Demand new taxes for the super-rich after 1% pocket two-thirds of all new wealth

Oxfam has called for immediate action to address widening post-Covid global inequality after it was revealed that nearly two-thirds of the wealth accumulated since the pandemic began has gone to the richest 1%.

In a report coinciding with the annual gathering of the global elite at the World Economic Forum in Davos, the charity said the best had bagged $26 trillion (£21 trillion) in new wealth by the end of 2021. That equates to 63% of all new wealth, with the rest going to the remaining 99% of the people.
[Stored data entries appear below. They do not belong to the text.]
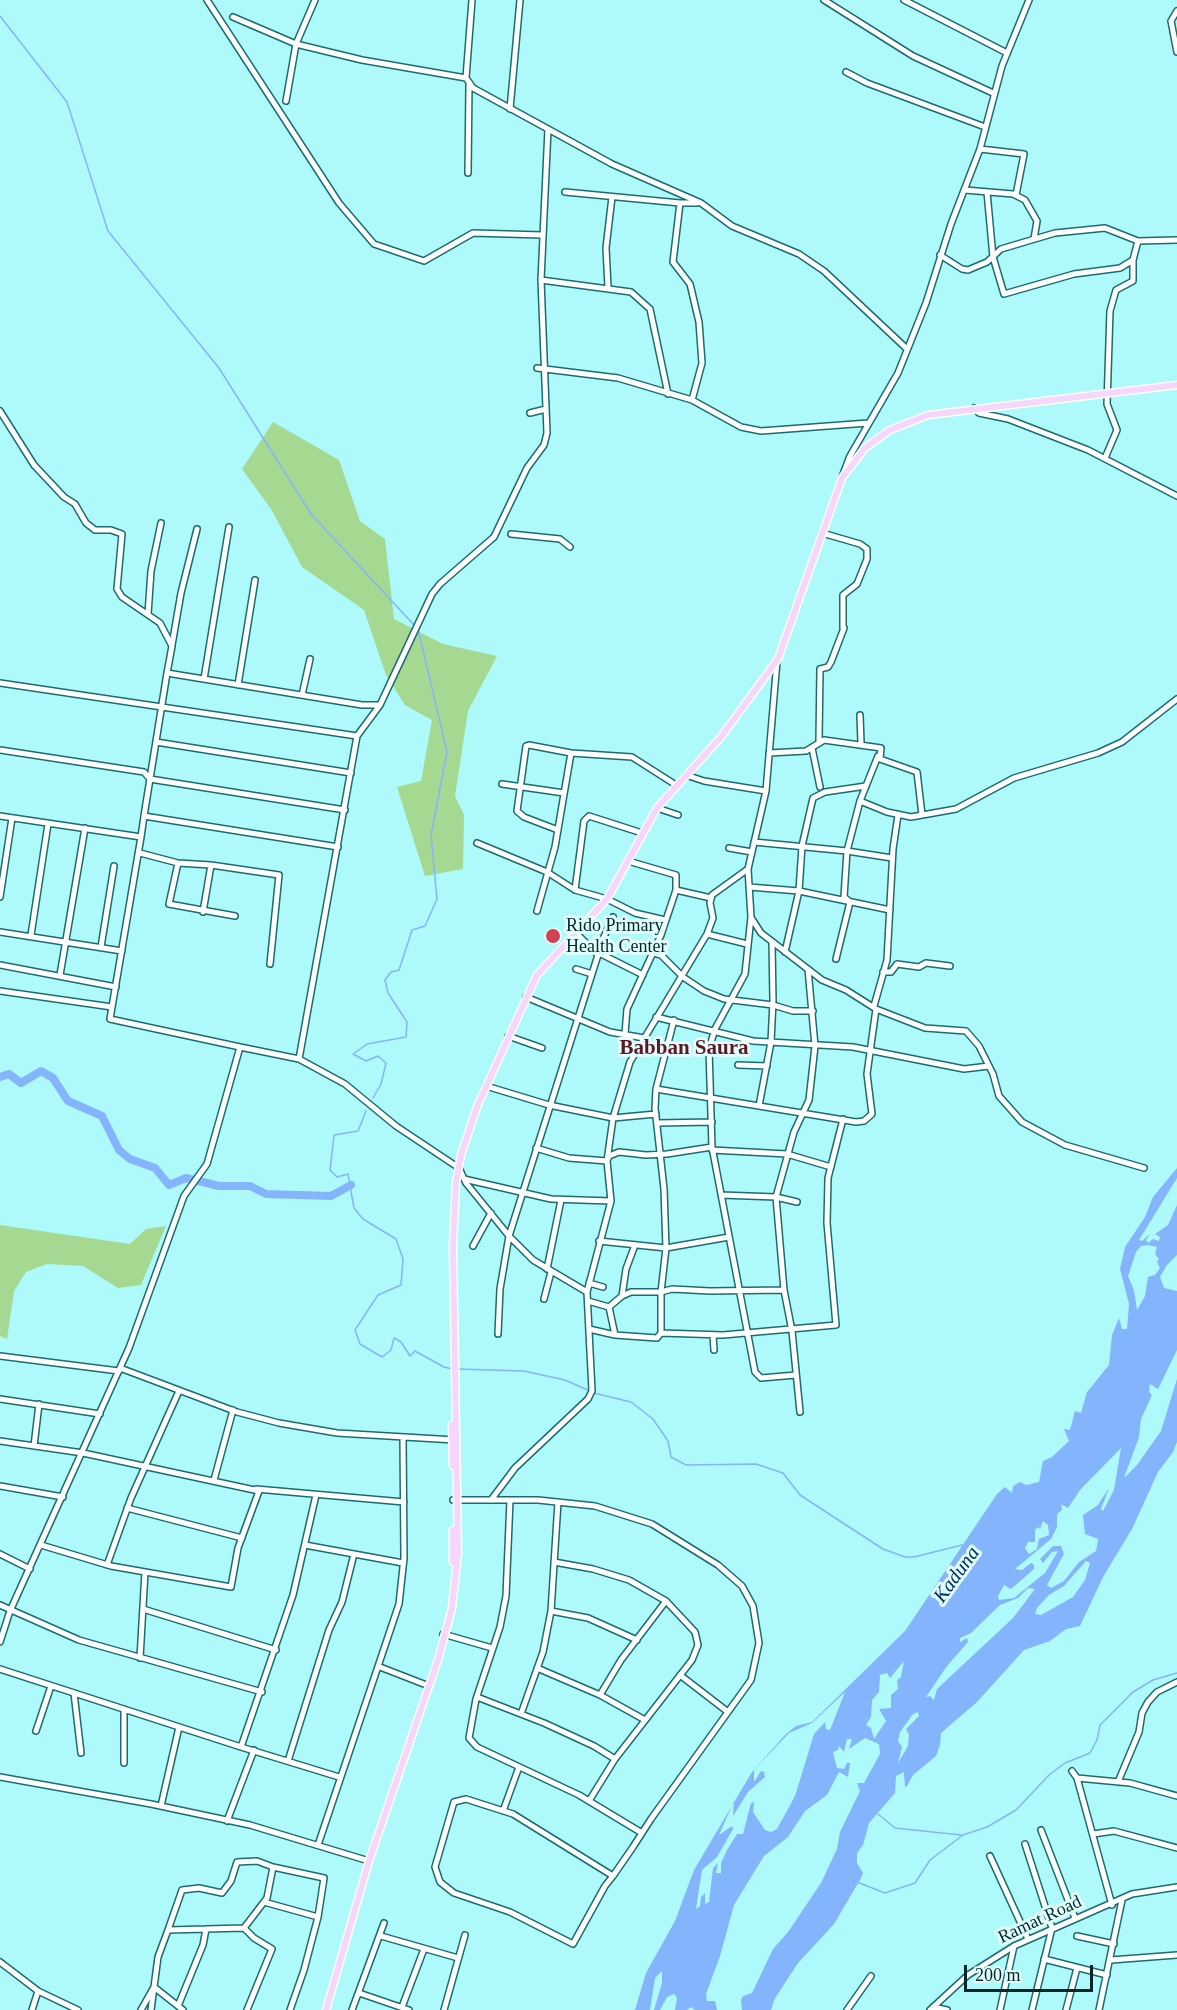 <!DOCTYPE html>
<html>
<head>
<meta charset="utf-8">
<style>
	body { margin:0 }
	#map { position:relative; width:1177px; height:2010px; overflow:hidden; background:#aefafb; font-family:"Times New Roman",serif }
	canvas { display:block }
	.scale { position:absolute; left:964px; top:1965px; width:129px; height:27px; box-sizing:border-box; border:3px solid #062728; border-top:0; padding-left:8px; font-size:18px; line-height:21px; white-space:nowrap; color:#062728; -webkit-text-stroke:4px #e1fefe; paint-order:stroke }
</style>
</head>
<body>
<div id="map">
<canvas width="1177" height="2010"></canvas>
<div class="scale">200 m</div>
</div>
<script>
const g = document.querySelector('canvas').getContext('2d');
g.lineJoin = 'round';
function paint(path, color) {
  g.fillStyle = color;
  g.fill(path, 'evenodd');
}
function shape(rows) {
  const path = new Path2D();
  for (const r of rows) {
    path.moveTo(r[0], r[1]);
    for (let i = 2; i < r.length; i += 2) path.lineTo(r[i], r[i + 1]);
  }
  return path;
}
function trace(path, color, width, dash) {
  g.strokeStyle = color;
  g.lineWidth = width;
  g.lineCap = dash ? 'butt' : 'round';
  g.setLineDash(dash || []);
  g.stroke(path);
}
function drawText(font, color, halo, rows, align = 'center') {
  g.font = font + ' "Times New Roman",serif';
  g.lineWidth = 6;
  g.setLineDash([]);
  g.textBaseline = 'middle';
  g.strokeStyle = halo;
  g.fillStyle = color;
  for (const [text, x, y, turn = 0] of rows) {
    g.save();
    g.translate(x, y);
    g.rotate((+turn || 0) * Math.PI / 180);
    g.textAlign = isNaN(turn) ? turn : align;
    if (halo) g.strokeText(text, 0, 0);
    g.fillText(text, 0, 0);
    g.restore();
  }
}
const green = shape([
	[273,422,339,460,360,521,385,539,394,619,443,644,497,656,468,711,455,796,464,815,463,869,425,876,397,787,421,781,432,720,405,705,386,675,364,610,302,567,271,509,242,469],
	[0,1225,130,1244,146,1229,166,1226,141,1285,118,1288,83,1266,47,1264,26,1272,14,1291,7,1339,0,1336]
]);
const water = shape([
	[1177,1168,1177,1178,1139,1240,1142,1241,1150,1234,1146,1240,1148,1243,1153,1239,1159,1241,1160,1237,1155,1234,1168,1225,1177,1205,1177,1255,1167,1265,1160,1277,1164,1288,1177,1291,1177,1350,1158,1389,1150,1384,1149,1392,1152,1395,1141,1419,1139,1437,1124,1478,1137,1465,1161,1431,1177,1379,1177,1442,1173,1452,1158,1472,1132,1529,1103,1577,1080,1626,1066,1629,1050,1641,1024,1650,977,1702,941,1733,940,1745,936,1756,913,1775,907,1786,905,1787,904,1772,896,1776,895,1793,869,1823,863,1845,857,1853,857,1863,863,1873,861,1878,834,1924,798,1963,774,2000,771,2010,742,2010,741,2000,743,1996,752,1993,773,1949,788,1932,821,1883,837,1849,840,1832,860,1791,857,1783,864,1783,880,1754,879,1744,865,1738,849,1749,852,1739,847,1739,844,1752,839,1746,838,1750,833,1752,837,1768,844,1769,847,1763,850,1763,848,1777,839,1772,827,1795,805,1811,788,1837,764,1856,734,1905,720,1956,706,1994,707,2001,715,2001,717,2010,695,2010,691,2007,687,2010,675,2010,677,1998,674,1994,667,1997,660,2010,654,2010,662,1983,662,1971,655,1978,650,2010,635,2010,646,1973,675,1921,694,1870,752,1772,786,1734,796,1726,812,1722,905,1631,997,1494,1005,1487,1012,1493,1013,1486,1020,1482,1026,1485,1039,1482,1043,1461,1052,1457,1069,1441,1064,1429,1070,1430,1075,1411,1081,1413,1087,1392,1109,1365,1112,1335,1119,1318,1122,1329,1127,1329,1129,1304,1120,1269,1125,1247,1145,1217,1153,1197],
	[1148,1245,1157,1247,1155,1254,1159,1259,1157,1262,1160,1268,1155,1275,1148,1277,1145,1296,1137,1310,1134,1290,1128,1276,1136,1252,1141,1246],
	[1121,1448,1114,1490,1103,1511,1101,1509,1109,1488,1098,1505,1083,1515,1085,1534,1098,1539,1096,1551,1079,1562,1064,1581,1051,1588,1047,1585,1064,1554,1061,1546,1053,1546,1040,1559,1043,1563,1052,1552,1058,1551,1045,1573,1014,1598,999,1600,998,1596,1004,1585,1011,1589,1034,1569,1034,1565,1031,1563,1022,1570,1015,1569,1051,1539,1057,1527,1057,1514,1062,1510,1061,1504,1068,1508,1080,1490],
	[1043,1521,1048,1525,1049,1535,1039,1539,1037,1549,1029,1554,1025,1548,1028,1542,1035,1542,1035,1530,1038,1527,1040,1529],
	[1086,1561,1090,1563,1085,1580,1073,1597,1041,1615,1035,1614,1037,1608,1049,1595,1064,1586],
	[1028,1588,1035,1589,1013,1618,937,1689,934,1700,930,1696,926,1697,947,1666,968,1642,967,1638,960,1642,960,1638,971,1633,1000,1605,1018,1598],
	[904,1661,901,1677,897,1680,898,1689,891,1695,891,1708,879,1709,886,1721,874,1739,871,1728,866,1725,871,1717,872,1700,879,1692,880,1675,887,1673,890,1678],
	[845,1692,830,1730,826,1729,825,1722,814,1734,795,1796,777,1829,771,1832,765,1830,753,1812,754,1802,751,1803,743,1834,737,1834,727,1850,721,1863,721,1873,716,1873,718,1863,713,1868,709,1902,705,1904,705,1893,701,1897,700,1906,696,1909,702,1870,717,1857,733,1829,732,1826,719,1835,734,1801,733,1816,748,1792,765,1777,764,1772,761,1771,754,1782,754,1770,789,1733,812,1723],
	[918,1712,919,1716,906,1729,909,1735,908,1746,898,1763,902,1747,898,1741,900,1732,913,1714]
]);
const stream = shape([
	[0,16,67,102,108,231,219,368,311,514,415,626],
	[373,1098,381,1084,386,1063,378,1056,366,1061,353,1054,367,1044,406,1037,407,1022,388,993,385,980,391,972,399,970,412,930,425,926,437,899,431,835,447,752,418,629],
	[366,1111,358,1131,334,1135,330,1170,337,1177,348,1174,354,1208,363,1219,396,1239,403,1259,401,1285,378,1295,355,1330,360,1344,382,1357,391,1350,394,1338,401,1342,410,1356,415,1351,444,1367,452,1369],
	[457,1369,524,1371,565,1380,590,1391],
	[594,1393,631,1402,653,1419,668,1441,671,1457,686,1465,756,1464,783,1473,800,1495,883,1549,905,1557,914,1557,962,1545],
	[878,1814,895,1828,961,1835],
	[857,1882,885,1893,915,1883,930,1860,963,1835,987,1827,1016,1810,1049,1775,1065,1763,1090,1753,1097,1740,1100,1725,1133,1692,1153,1680,1177,1673]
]);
const river = shape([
	[0,1077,9,1074,21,1083,41,1071,53,1078,68,1101,102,1116,119,1150,130,1159,155,1168,169,1185,186,1178,219,1186,250,1186,266,1194,331,1196,351,1185]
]);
const minor = shape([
	[207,0,339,203,374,244,424,261,473,233,542,235],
	[472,0,466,78,473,88,612,164,701,203,732,226,799,254,824,271,907,349],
	[824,0,913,56,993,93],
	[904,0,1007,53],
	[1177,11,1171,21,1177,52],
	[233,17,296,44,362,60,466,78],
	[846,72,867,83,985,127],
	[286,101,296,44,315,0],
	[510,109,520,0],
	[980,149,1024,154,1016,195],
	[468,173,469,85],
	[965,190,1013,194,1025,200,1037,221,1034,239],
	[565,192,680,203],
	[987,192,993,257,1004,294,1074,274,1120,268,1133,260,1138,241],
	[940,255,962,269,968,270,987,262,1001,249,1055,233,1105,228,1138,241,1177,240],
	[541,280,631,292,650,309,668,394],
	[608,287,606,248,612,197],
	[537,368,618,378,692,400,741,427,761,431,868,423],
	[692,400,702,363,699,322,690,284,673,262,680,203,697,203],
	[974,408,979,413,1008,419,1088,450,1177,496],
	[0,411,34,465,64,497,75,504,86,523,95,530,111,530,122,534,117,589,122,597,160,623,172,646,167,673,362,705,380,705],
	[530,413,546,409],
	[1105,458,1117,430,1107,404,1110,311,1116,290,1133,281,1133,260],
	[842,477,850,456,898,373,926,303,951,224,980,149,1002,66,1029,0],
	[822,533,860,544,867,549,867,559,857,584,843,595,843,628],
	[511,534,560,539,570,547],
	[148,614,151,571,161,523],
	[172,645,181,593,197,529],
	[204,679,229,527],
	[0,683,357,736],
	[238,685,255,580],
	[302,695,310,659],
	[860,715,861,743],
	[819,741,820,669,828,667,831,662,844,628],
	[156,742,351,773],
	[812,748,820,787],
	[0,750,144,772,150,779,345,810],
	[769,753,806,751,824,740,881,748,880,759,917,772,922,815],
	[686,775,704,781,766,791],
	[502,784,564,793],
	[860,801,887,812,911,817,956,809,1014,778,1098,753,1122,742,1177,699],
	[657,808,678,815],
	[0,816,141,837,144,816,338,847],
	[144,816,167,673],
	[558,830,524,817,517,811,526,746,529,745,571,753,632,757,676,785],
	[754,842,847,851,892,858],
	[477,843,547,872,575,890,607,899,635,913,665,920],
	[729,848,752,852],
	[140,853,178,863,211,865,279,875,270,964],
	[178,863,169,904,235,916],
	[749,887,799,891,890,910],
	[575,890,584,821,589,816,642,833],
	[676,890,711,898],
	[0,897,12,818],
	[850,902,844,897,847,851,860,801,878,756],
	[537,911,555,847,571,753],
	[203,912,211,865],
	[613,917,597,952,643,975],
	[752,919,761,933,822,980,846,990,876,1009,925,1028,966,1031,979,1046,993,1074,999,1096,1022,1122,1065,1145,1144,1168],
	[0,932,122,951],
	[707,934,747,944],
	[31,935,48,824],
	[101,947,114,866],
	[785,952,799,891,802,846,813,798,825,792,866,786],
	[653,953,661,955,683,977,704,991,724,999,773,1005,793,1011,813,1011],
	[836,959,850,902],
	[0,965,116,987],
	[576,969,592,974],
	[883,972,891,972,897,964,919,967,926,963,950,966],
	[60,975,85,828],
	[0,991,112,1007,110,1019,240,1047],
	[526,997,610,1032,644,1038],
	[874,1006,887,960,893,849,898,815],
	[112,1007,141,837],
	[656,1017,753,1041,853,1047,964,1069,989,1066],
	[625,1034,627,1009,661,935,676,890,676,875,628,861],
	[508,1036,542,1048],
	[299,1059,345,1084,396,1126,459,1168,466,1183,509,1236,533,1260,587,1292],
	[738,1065,767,1066],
	[486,1086,549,1105,613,1118,656,1114],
	[656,1089,856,1122,864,1121,872,1114,867,1074,876,1009],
	[759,1106,771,1042,773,1001,772,942],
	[657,1123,712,1122],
	[712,1147,755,1372,761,1378,796,1375],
	[536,1148,569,1158,607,1161,613,1118,630,1062,707,934,713,918,710,903,712,895,748,869],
	[712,1150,787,1154,831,1167],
	[464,1179,551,1199,611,1201],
	[721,1195,776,1197,797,1202],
	[599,1241,666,1248,729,1237],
	[473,1246,491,1213],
	[547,1269,561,1200],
	[589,1283,603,1287],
	[622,1296,626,1269,635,1245],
	[544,1299,551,1272],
	[588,1301,609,1307,615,1335,657,1338,661,1333,723,1335,836,1325,827,1223,828,1178,843,1119],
	[609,1307,622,1296,631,1292,661,1292,672,1289,710,1291,784,1290],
	[589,1329,615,1335],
	[661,1333,661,1292,666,1248,664,1189,655,1108,656,1089,674,1020],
	[498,1334,500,1289,509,1236,598,955,576,933],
	[713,1335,714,1350],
	[0,1356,119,1371],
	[120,1368,237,1412,279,1423,337,1433,455,1440],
	[0,1399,100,1414],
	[800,1412,792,1331,784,1290,776,1197,794,1132,809,1100,815,1046,808,969],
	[0,1441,83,1453,259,1491,238,1548,231,1587,111,1566,41,1545],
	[34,1446,39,1404],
	[214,1480,233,1410],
	[0,1486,63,1497],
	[256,1489,404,1502],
	[316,1495,293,1595,241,1747,339,1777],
	[453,1500,538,1500,595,1506,652,1524,718,1565,742,1586,753,1606,759,1643,751,1680,651,1819,633,1847,613,1876,605,1886,573,1944,510,1912,454,1893,440,1882,435,1867,454,1802,466,1799,513,1814,613,1876],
	[491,1500,515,1468,588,1399,592,1391,587,1292,611,1201,607,1161,609,1156,619,1152,646,1155,667,1154,712,1147,709,1049,715,1029,745,974,751,917,748,869,766,791,777,661],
	[510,1500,506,1596,500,1627,476,1699,469,1738,477,1747,579,1795,642,1833],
	[127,1508,242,1538],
	[305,1545,403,1563],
	[0,1554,30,1569],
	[554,1562,593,1569,629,1580,666,1601,695,1632,698,1645,692,1660,615,1759,589,1801],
	[107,1565,131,1498,179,1391],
	[0,1605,79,1640,262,1692],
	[143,1609,276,1650],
	[551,1611,588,1618,637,1640],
	[443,1634,492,1648],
	[0,1642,10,1611,129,1348,184,1196,207,1164,240,1047,299,1059,357,736,380,705,432,594,440,584,494,537,527,468,544,445,547,433,541,280,548,129],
	[140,1658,145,1572],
	[380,1667,429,1686],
	[537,1668,600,1695,645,1720],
	[0,1669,241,1747],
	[680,1675,728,1712],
	[74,1693,81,1753],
	[600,1695,621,1660,666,1601],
	[477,1697,544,1723,594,1746,615,1759],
	[521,1714,543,1652,551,1611,558,1502],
	[36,1731,51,1686],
	[288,1761,329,1630,342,1602,354,1554],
	[124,1763,124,1709],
	[1072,1771,1077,1778,1112,1905],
	[0,1777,151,1804,250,1825,369,1861],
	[1077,1778,1130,1783,1177,1796],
	[1118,1782,1139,1732,1142,1713,1148,1702,1157,1692,1177,1682],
	[161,1806,179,1727],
	[503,1811,519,1767],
	[227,1821,254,1750],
	[1041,1830,1075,1918],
	[1093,1834,1114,1831,1177,1848],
	[1025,1844,1052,1928,1032,2010],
	[318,1845,399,1604,404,1558,403,1438],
	[990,1856,1028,1939],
	[264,1902,318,1917],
	[244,1928,254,1938,272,1949,247,2010],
	[168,1930,182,1890,199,1888,222,1893,231,1881,237,1862,257,1861,273,1867],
	[381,1936,458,1958],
	[1077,1936,1114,1944],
	[1044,1959,1107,1975],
	[1111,1960,1177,1955],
	[0,1962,38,1991,78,2010],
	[359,1993,409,2010],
	[178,2006,203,1945,206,1929],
	[402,2007,424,1949],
	[933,2007,947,2010],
	[32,2010,38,1991],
	[141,2010,154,1987,158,1957,168,1930,244,1928,267,1898,273,1867,324,1878,318,1917,304,1970,290,2010],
	[151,2010,154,1987,183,2010],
	[352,2010,384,1923],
	[444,2010,465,1935],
	[847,2010,871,1976],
	[930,2010,968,1975,1014,1946,1132,1894,1177,1887],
	[1000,2010,1014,1946],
	[1066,2010,1077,1968],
	[1099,2010,1122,1900]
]);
const major = shape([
	[452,1425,453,1466],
	[453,1530,453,1562],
	[326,2010,369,1861,438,1660,452,1608,458,1553,453,1245,456,1182,461,1155,477,1107,537,975,607,899,657,808,721,737,778,659,842,478,865,448,890,430,928,415,1177,385]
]);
const markers = [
	[553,936,8,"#d24153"]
];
const poiNames = [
	["Rido Primary",566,926],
	["Health Center",566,947]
];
const streetNames = [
	["Ramat Road",1040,1920,-25]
];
const waterNames = [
	["Kaduna",957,1575,-54]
];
const quarterNames = [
	["Babban Saura",684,1049]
];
paint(green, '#a5d992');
paint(water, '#83b4fc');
trace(stream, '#83b4fc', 1.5);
trace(river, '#83b4fc', 8);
trace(minor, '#1c6c6f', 8);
trace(major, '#fff', 9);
trace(minor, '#fff', 5);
trace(major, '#f5d7fe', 6);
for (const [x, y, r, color] of markers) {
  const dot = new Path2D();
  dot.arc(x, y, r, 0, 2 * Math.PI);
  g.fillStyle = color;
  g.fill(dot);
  trace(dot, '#e1fefe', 2);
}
drawText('18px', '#062728', '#e1fefe', poiNames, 'left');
drawText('18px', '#062728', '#e1fefe', streetNames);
drawText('italic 20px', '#042d64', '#e1fefe', waterNames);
drawText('bold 21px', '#5e1821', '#e1fefe', quarterNames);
</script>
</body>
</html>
Oxfam said that for the first time in a quarter century the rise in extreme wealth was being matched by an increase in extreme poverty and called for new taxes on the super-rich.

Measures to combat the economic impact of Covid 19 – such as interest rate cuts and the money creation process known as quantitative easing – boosted the value of real estate and stocks, which are typically owned by wealthier people.

The report states that for every $1 in new global wealth made by a person in the bottom 90 percent over the past two years, each billionaire gained about $1.7 million. Despite small declines in 2022, total billionaire wealth has increased by $2.7 billion per day. Pandemic gains came after a decade when both the number and wealth of billionaires had doubled.

Danny Sriskandarajah, Chief Executive of Oxfam GB: “The current economic reality is an affront to basic human values. Extreme poverty is on the rise for the first time in 25 years and nearly a billion people are starving, but for billionaires, every day is a bonanza.

“Multiple crises have pushed millions to the brink while our leaders fail to grasp the nettles – governments must stop acting in the interests of a few.

“How can we accept a system in which the poorest pay much higher tax rates than the super-rich in many countries? Governments must now impose higher taxes on the super-rich.”

Oxfam said extreme concentrations of wealth led to weaker growth, corrupted politics and the media, undermined democracy and fueled political polarization. The super-rich have been instrumental in contributing to the climate crisis, the charity added, with a billionaire emitting a million times more carbon than average. They were also twice as likely to invest in polluting industries as the average investor.

The report called on governments to introduce immediate one-off wealth levies on the richest 1%, along with random taxes to curb profiteering during the global cost-of-living crisis. Then there should be a permanent increase in taxes on the rich, with higher rates for multimillionaires and billionaires.

In support of its call for wealth redistribution, Oxfam said:

  • Food and energy companies had more than doubled profits in 2022, paying out $257 billion to wealthy shareholders while more than 800 million people went hungry.

  • Only 4 cents per dollar of tax revenue came from wealth taxes, and half of the world’s billionaires lived in countries with no estate taxes on the money they give to their children.

  • A tax of up to 5% on the world’s multimillionaires and billionaires could raise $1.7 trillion a year, enough to lift 2 billion people out of poverty and fund a global plan to end hunger.

In a foreword to the report, Colombia’s Finance Minister José Antonio Ocampo said: “Taxing the richest is no longer an option – it is a must. Global inequality has exploded and there is no better way to fight inequality than to redistribute wealth.”

He added: “Fairness is at the heart of Colombia’s tax reform. Concretely, this means a new wealth tax, higher taxes for high earners and large companies that make extraordinary profits in international markets, and the end of tax incentives that exist without clear social or environmental justification.

“We are also introducing taxes on digital services and introducing a minimum tax rate for companies that builds on the international tax treaty.”